[TASK TO CARRY OUT]
Your answer must consist of exactly the lines below, starting with the line with "ctx.lineJoin = 'round';" and going on through the line with "ctx.font = font", and nothing else.
RECORDS FOR PROCESSING section start
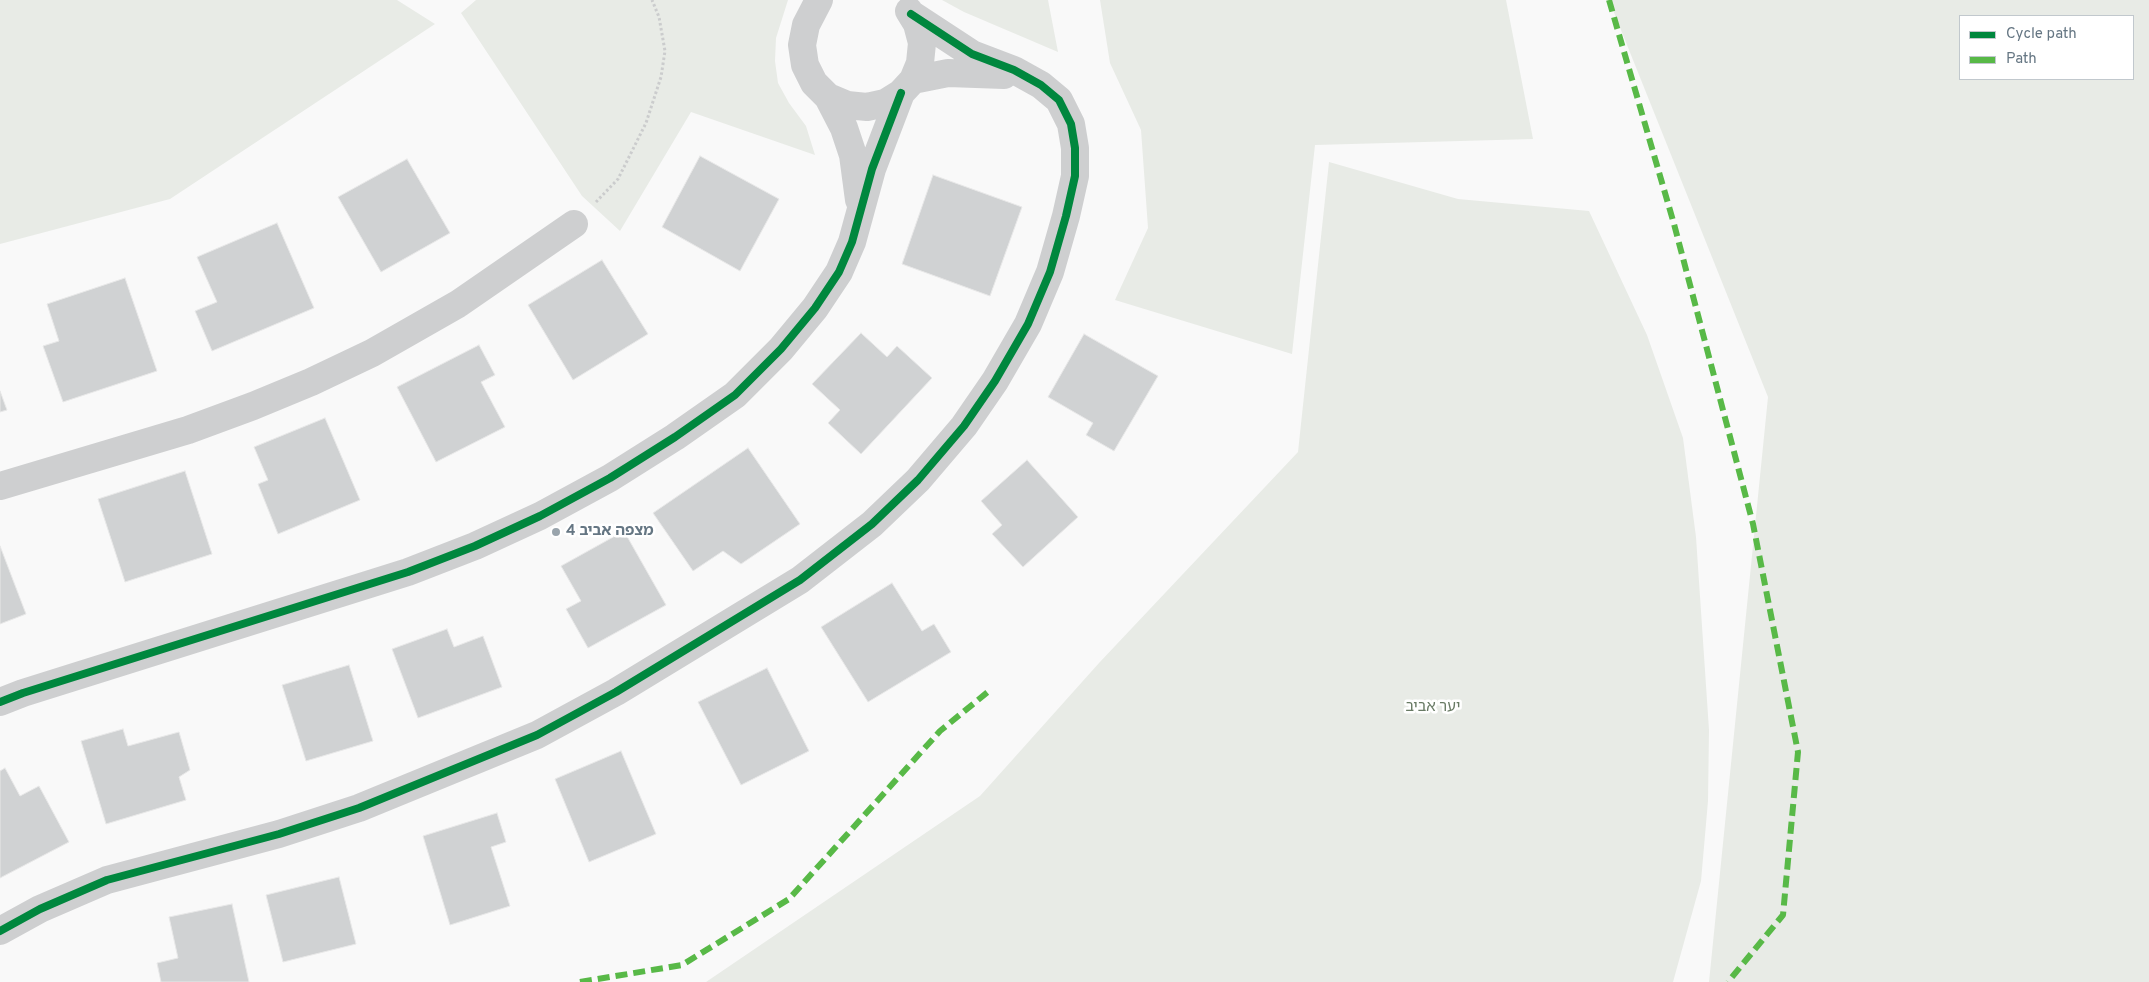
<!DOCTYPE html>
<meta charset="utf-8">
<style>
body{margin:0}
#map{position:relative;width:2149px;height:982px;overflow:hidden;background:#f9f9f9;font-family:Overpass,sans-serif}
canvas{display:block}
.legend{position:absolute;left:1959px;top:15px;width:175px;height:65px;box-sizing:border-box;background:#fff;border:1px solid #c1c8cd;margin:0;padding:6px 9px;list-style:none;font-size:15px;color:#657683}
.legend li{display:flex;align-items:center;gap:10px;height:25px}
.legend b{width:25px;border:1px solid #c1c8cd}
</style>
<div id="map">
<canvas width="2149" height="982"></canvas>
<ul class="legend">
<li><b style="height:6px;background:#00873e"></b>Cycle path</li>
<li><b style="height:6px;background:#58b947"></b>Path</li>
</ul>
</div>
<script>
const ctx = document.querySelector('canvas').getContext('2d');
ctx.lineJoin = 'round';
function paint(path, color) { ctx.fillStyle = color; ctx.fill(path, 'evenodd'); }
const toPath = rows => new Path2D(rows.map(r => 'M' + r).join(''));
function stroke(path, color, width, dash) { ctx.strokeStyle = color; ctx.lineWidth = width; ctx.lineCap = dash ? 'butt' : 'round'; ctx.setLineDash(dash || []); ctx.stroke(path); }
function drawText(font, color, halo, rows, align = 'center') {
  ctx.font = font + ' Overpass,"Noto Sans Hebrew",sans-serif'; ctx.lineWidth = 5; ctx.setLineDash([]); ctx.textBaseline = 'middle'; ctx.strokeStyle = halo; ctx.fillStyle = color; for (const [text, x, y, turn = 0] of rows) {
    ctx.save(); ctx.translate(x, y); ctx.rotate((+turn || 0) * Math.PI / 180); ctx.textAlign = isNaN(turn) ? turn : align; if (halo) ctx.strokeText(text, 0, 0); ctx.fillText(text, 0, 0); ctx.restore();
  }
}
const green = toPath([
 [0,0,397,0,435,24,170,199,0,244],
 [476,0,788,0,776,38,775,61,778,83,789,103,806,126,815,155,691,112,620,231,582,196,461,13],
 [942,0,1048,0,1058,52,964,12],
 [1100,0,1506,0,1533,139,1315,145,1292,354,1115,300,1148,228,1141,130,1110,63],
 [1609,0,2149,0,2149,982,1709,982,1768,397],
 [1960,16,2133,16,2133,79,1960,79],
 [1329,162,1458,199,1589,211,1647,335,1683,438,1696,537,1709,730,1708,801,1701,881,1673,982,706,982,980,796,1099,663,1298,452]
]);
const building = toPath([
 [700,156,779,199,740,271,662,227,700,156],
 [407,159,450,233,381,272,338,197,407,159],
 [933,175,1022,207,990,296,902,264,933,175],
 [277,223,314,308,212,351,195,311,217,302,197,257,277,223],
 [602,260,648,334,573,380,528,305,602,260],
 [125,278,157,371,63,402,43,346,59,341,47,304,125,278],
 [861,333,887,357,897,346,932,378,861,454,828,423,840,410,812,384,861,333],
 [1084,334,1158,376,1114,451,1086,435,1093,423,1048,397,1084,334],
 [479,345,495,375,481,382,505,427,436,462,397,387,479,345],
 [0,391,7,410,0,412,0,391],
 [325,418,360,500,278,534,258,484,268,480,254,447,325,418],
 [748,448,800,524,741,564,723,551,693,571,653,513,748,448],
 [1027,460,1078,517,1023,567,992,534,1002,525,981,501,1027,460],
 [185,471,212,554,125,582,98,499,185,471],
 [624,531,666,605,588,648,566,609,581,601,561,566,624,531],
 [0,546,26,614,0,624,0,546],
 [892,583,922,631,934,624,951,652,868,702,821,627,892,583],
 [447,629,454,647,483,636,502,687,418,718,392,649,447,629],
 [349,665,373,741,306,761,282,685,349,665],
 [767,668,809,751,741,785,698,702,767,668],
 [123,729,128,746,179,732,190,770,179,777,186,800,106,824,81,741,123,729],
 [621,751,656,834,589,862,555,779,621,751],
 [5,768,20,796,39,786,69,842,0,878,0,771,5,768],
 [497,813,506,842,491,847,510,906,450,925,423,836,497,813],
 [339,877,356,944,283,962,266,895,339,877],
 [232,904,249,982,161,982,157,963,178,958,169,917,232,904]
]);
const path = toPath([
 [596,202,618,179,646,123,661,77,665,51,659,17,652,0]
]);
const minor = toPath([
 [819,0,806,25,802,45,805,65,814,83,828,97,847,105,867,107,885,103,901,93,913,80,920,63,922,43,917,24,909,11],
 [913,80,948,73,1004,75],
 [828,97,844,128,853,155,859,200],
 [0,486,188,430,253,406,311,382,372,353,458,304,574,224],
 [0,702,23,693,408,572,475,546,540,516,610,478,675,437,735,395,781,349,815,308,839,272,852,242,872,169,901,93],
 [0,931,40,909,107,880,279,834,359,808,537,735,616,692,800,580,872,524,918,480,964,426,995,381,1028,324,1050,272,1066,216,1075,176,1075,148,1071,124,1059,100,1041,85,1014,70,972,54,911,14]
]);
const quiet = toPath([
 [1609,0,1674,224,1753,524,1798,752,1783,915,1728,982],
 [580,982,682,965,789,899,940,731,989,691]
]);
const cycleway = toPath([
 [0,702,23,693,408,572,475,546,540,516,610,478,675,437,735,395,781,349,815,308,839,272,852,242,872,169,901,93],
 [0,931,40,909,107,880,279,834,359,808,537,735,616,692,800,580,872,524,918,480,964,426,995,381,1028,324,1050,272,1066,216,1075,176,1075,148,1071,124,1059,100,1041,85,1014,70,972,54,911,14]
]);
const markers = [
 [556,532,5,"#99a4ac"]
];
const poiNames = [
 ["מצפה אביב 4",566,532]
];
const parkNames = [
 ["יער אביב",1433,708]
];
paint(green, '#e8ebe6');
paint(building, '#d0d2d3');
stroke(building, '#e8e8e8', 1);
stroke(path, '#cbcccd', 3, [2.5, 2.5]);
stroke(minor, '#cecfd0', 28);
stroke(quiet, '#58b947', 6, [12, 6]);
stroke(cycleway, '#00873e', 8);
for (const [x, y, r, color] of markers) { const dot = new Path2D(); dot.arc(x, y, r, 0, 2 * Math.PI); ctx.fillStyle = color; ctx.fill(dot); stroke(dot, '#fff', 2); }
drawText('bold 15px', '#657683', '#fff', poiNames, 'left');
drawText('15px', '#687a64', '#fff', parkNames);
</script>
RECORDS FOR PROCESSING section end
[ANSWER]
ctx.lineJoin = 'round';
function paint(path, color) { ctx.fillStyle = color; ctx.fill(path, 'evenodd'); }
const toPath = rows => new Path2D(rows.map(r => 'M' + r).join(''));
function stroke(path, color, width, dash) { ctx.strokeStyle = color; ctx.lineWidth = width; ctx.lineCap = dash ? 'butt' : 'round'; ctx.setLineDash(dash || []); ctx.stroke(path); }
function drawText(font, color, halo, rows, align = 'center') {
  ctx.font = font + ' Overpass,"Noto Sans Hebrew",sans-serif'; ctx.lineWidth = 5; ctx.setLineDash([]); ctx.textBaseline = 'middle'; ctx.strokeStyle = halo; ctx.fillStyle = color; for (const [text, x, y, turn = 0] of rows) {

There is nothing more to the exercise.